• EXERCISE
Every record below should be printed exactly, except for the pictures.

• DATA SUPPLIED
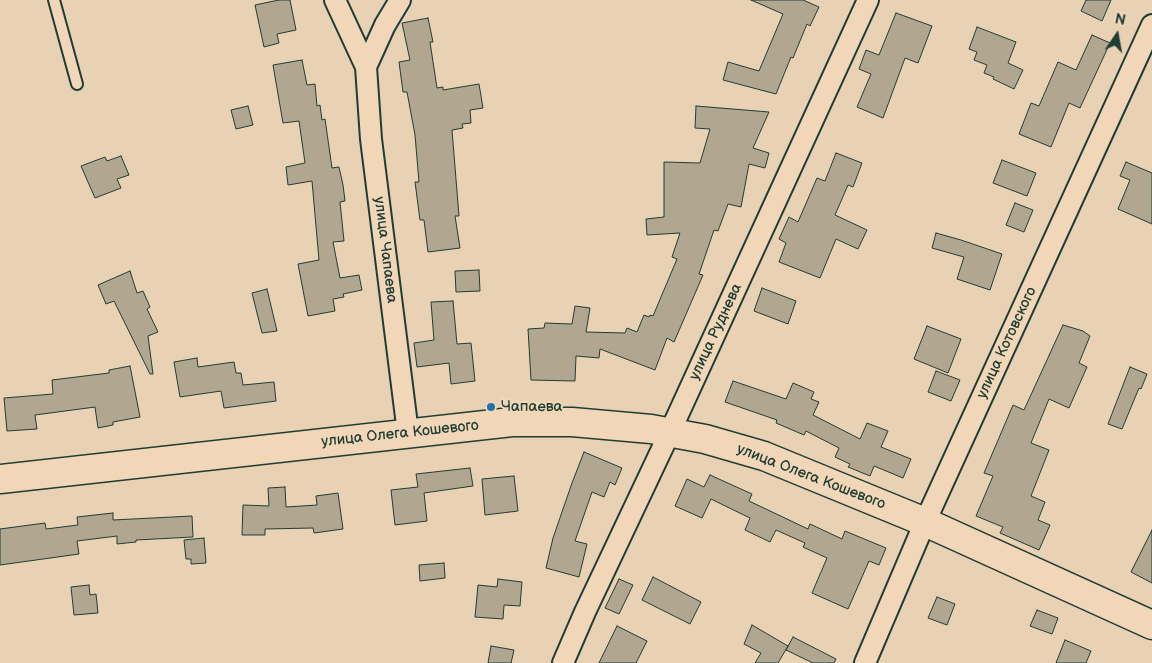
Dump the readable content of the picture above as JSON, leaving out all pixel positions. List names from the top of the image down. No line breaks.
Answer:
{"streets":{"street":["улица Чапаева","улица Руднева","улица Котовского","улица Олега Кошевого"]},"crossings":[["улица Чапаева","улица Олега Кошевого"],["улица Руднева","улица Олега Кошевого"],["улица Котовского","улица Олега Кошевого"]],"places":["Чапаева"],"north":"top"}
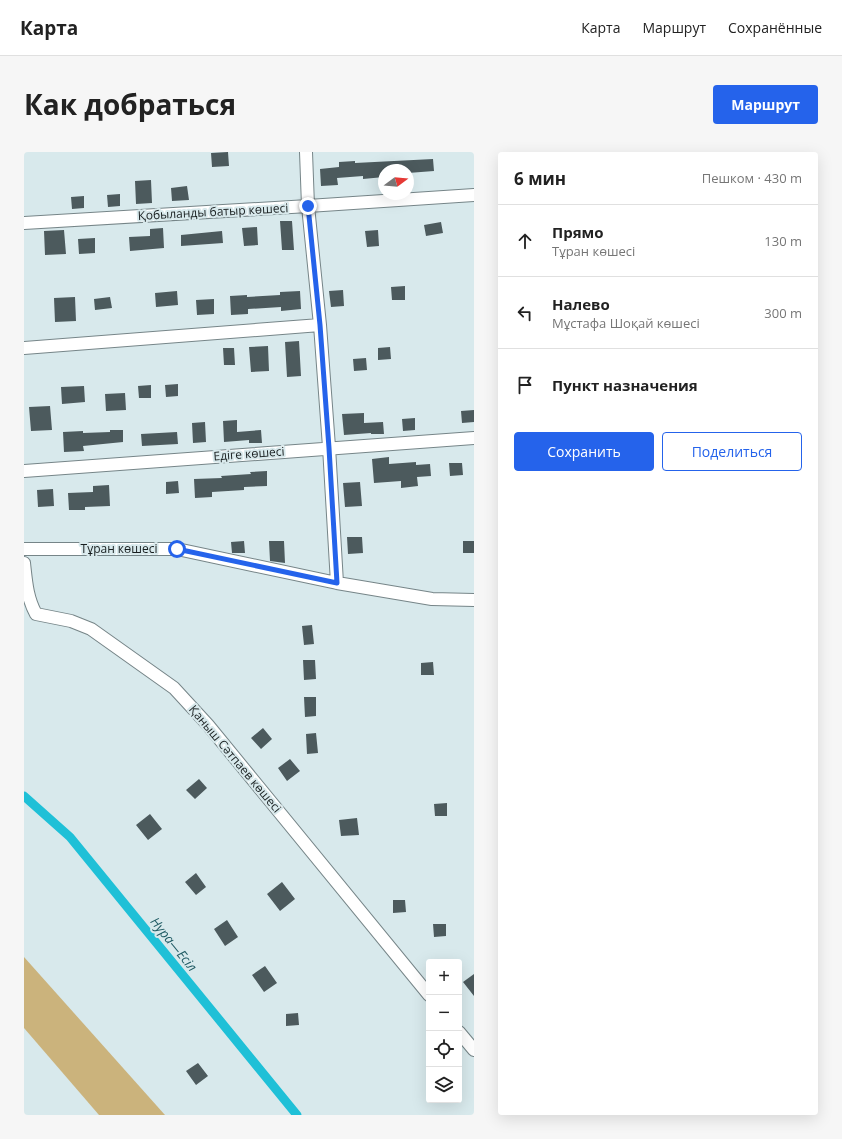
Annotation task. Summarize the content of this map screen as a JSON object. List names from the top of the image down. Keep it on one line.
{"streets":{"street":["Қобыланды батыр көшесі","Едіге көшесі","Тұран көшесі","Қаныш Сәтпаев көшесі"]},"water":["Нура—Есіл"],"north":"right","page":{"header":"Карта","nav":["Карта","Маршрут","Сохранённые"],"title":"Как добраться","buttons":["Маршрут",["Сохранить","Поделиться"]],"heading":["6 мин","Пешком · 430 m"],"list":[["Прямо","Тұран көшесі","130 m"],["Налево","Мұстафа Шоқай көшесі","300 m"],"Пункт назначения"],"map_buttons":["+","−"]}}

• TASK ANSWER
Dump the readable content of the picture above as JSON, leaving out all pixel positions. List names from the top of the image down. No line breaks.
Answer:
{"streets":{"street":["улица Чапаева","улица Руднева","улица Котовского","улица Олега Кошевого"]},"crossings":[["улица Чапаева","улица Олега Кошевого"],["улица Руднева","улица Олега Кошевого"],["улица Котовского","улица Олега Кошевого"]],"places":["Чапаева"],"north":"top"}
Annotation task. Summarize the content of this map screen as a JSON object. List names from the top of the image down. Keep it on one line.
{"streets":{"street":["Қобыланды батыр көшесі","Едіге көшесі","Тұран көшесі","Қаныш Сәтпаев көшесі"]},"water":["Нура—Есіл"],"north":"right","page":{"header":"Карта","nav":["Карта","Маршрут","Сохранённые"],"title":"Как добраться","buttons":["Маршрут",["Сохранить","Поделиться"]],"heading":["6 мин","Пешком · 430 m"],"list":[["Прямо","Тұран көшесі","130 m"],["Налево","Мұстафа Шоқай көшесі","300 m"],"Пункт назначения"],"map_buttons":["+","−"]}}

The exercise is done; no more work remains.